**Work order**
Go through the entries below and copy each line that holds the word "they".

**Input**
----------
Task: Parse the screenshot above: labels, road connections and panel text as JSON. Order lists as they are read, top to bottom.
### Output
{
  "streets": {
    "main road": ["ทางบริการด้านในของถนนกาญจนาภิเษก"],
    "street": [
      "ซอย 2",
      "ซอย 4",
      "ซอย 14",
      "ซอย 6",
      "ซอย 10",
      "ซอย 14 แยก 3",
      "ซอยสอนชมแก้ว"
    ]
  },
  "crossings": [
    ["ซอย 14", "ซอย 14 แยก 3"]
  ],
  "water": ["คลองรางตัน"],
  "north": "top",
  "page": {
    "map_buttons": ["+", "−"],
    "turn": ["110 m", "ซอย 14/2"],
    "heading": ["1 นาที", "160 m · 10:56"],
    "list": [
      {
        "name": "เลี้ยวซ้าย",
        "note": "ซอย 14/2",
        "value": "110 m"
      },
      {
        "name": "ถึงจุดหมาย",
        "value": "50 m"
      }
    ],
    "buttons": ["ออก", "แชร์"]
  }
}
----------
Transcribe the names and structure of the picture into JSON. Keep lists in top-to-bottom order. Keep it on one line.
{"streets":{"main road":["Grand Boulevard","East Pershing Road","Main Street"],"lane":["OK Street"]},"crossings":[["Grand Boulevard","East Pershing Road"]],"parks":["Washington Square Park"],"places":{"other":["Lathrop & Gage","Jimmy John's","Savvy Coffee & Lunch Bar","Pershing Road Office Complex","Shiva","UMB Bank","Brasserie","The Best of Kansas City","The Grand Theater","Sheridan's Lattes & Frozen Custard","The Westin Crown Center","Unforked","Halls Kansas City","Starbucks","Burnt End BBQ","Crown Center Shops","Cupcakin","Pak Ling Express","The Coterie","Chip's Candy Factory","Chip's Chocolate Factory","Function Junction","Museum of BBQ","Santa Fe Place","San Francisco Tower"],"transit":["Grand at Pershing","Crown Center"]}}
----------
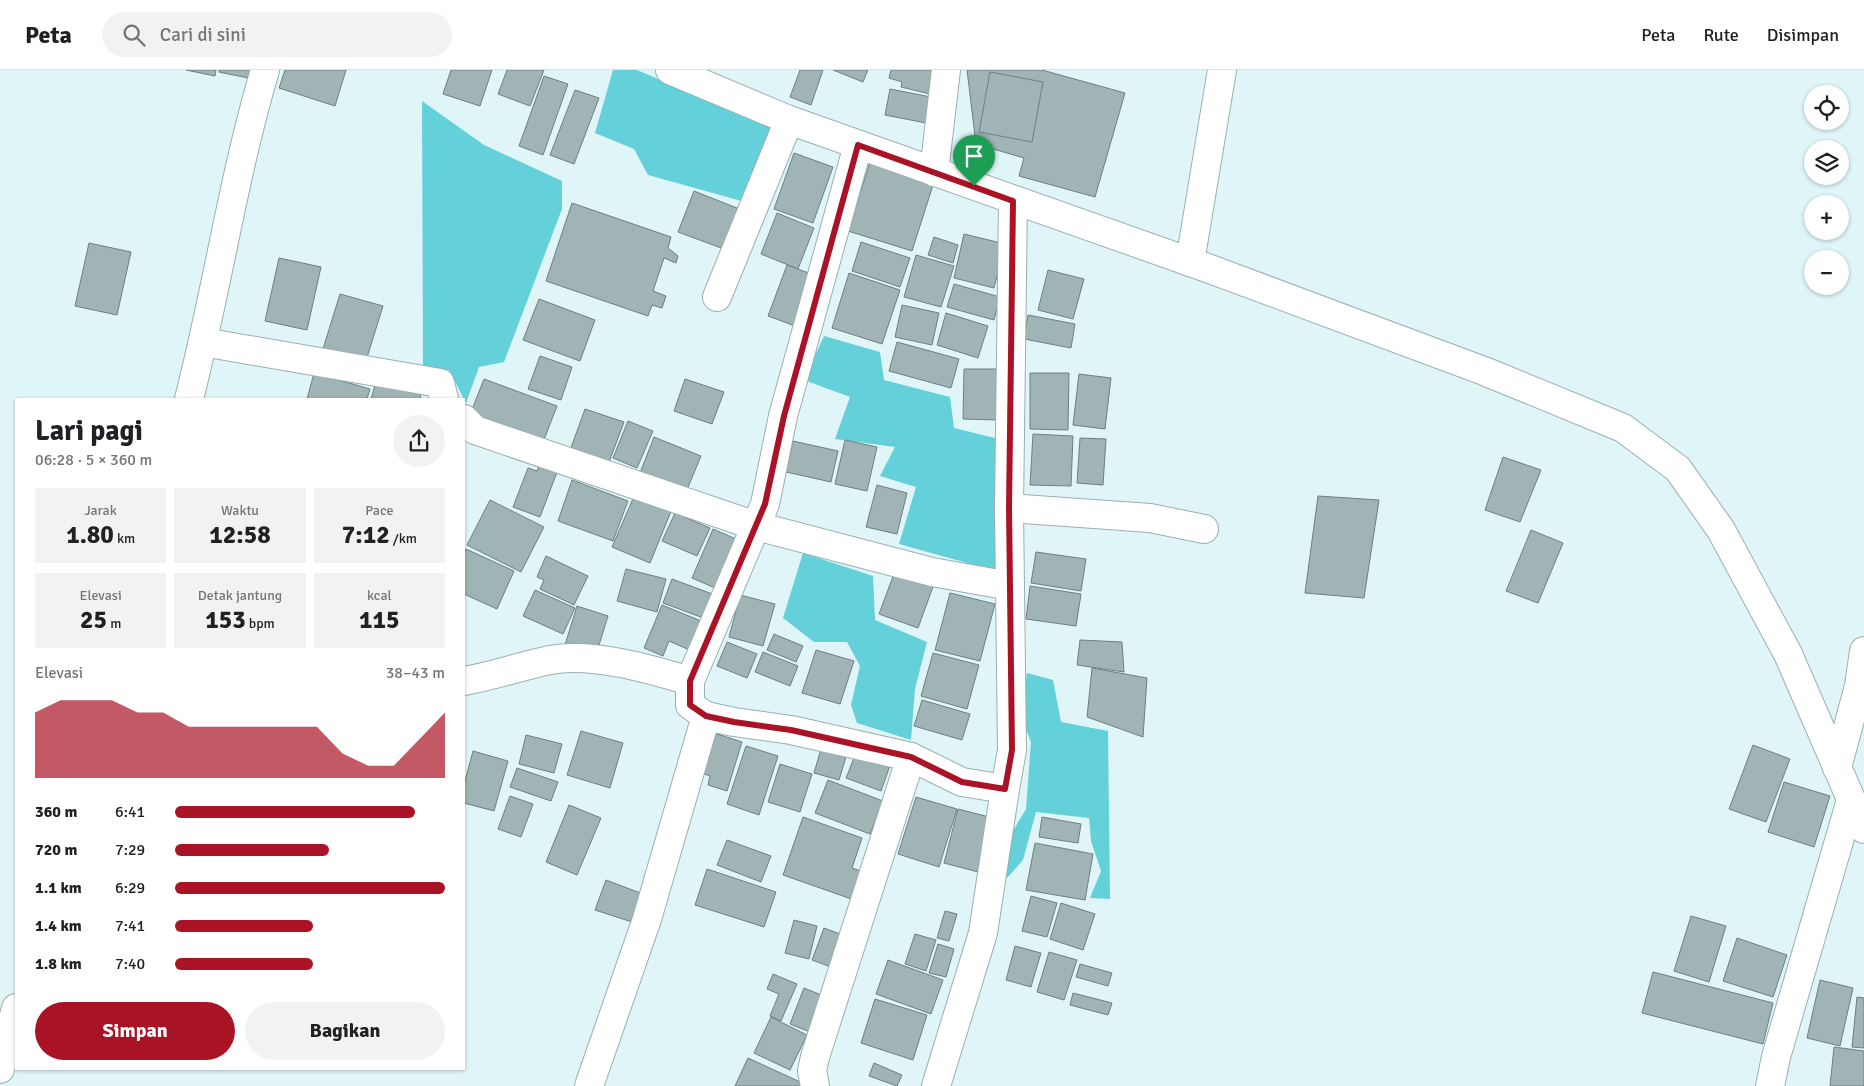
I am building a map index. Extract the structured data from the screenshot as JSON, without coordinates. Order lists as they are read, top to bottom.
----------
**Written answer**
Task: Parse the screenshot above: labels, road connections and panel text as JSON. Order lists as they are read, top to bottom.
I am building a map index. Extract the structured data from the screenshot as JSON, without coordinates. Order lists as they are read, top to bottom.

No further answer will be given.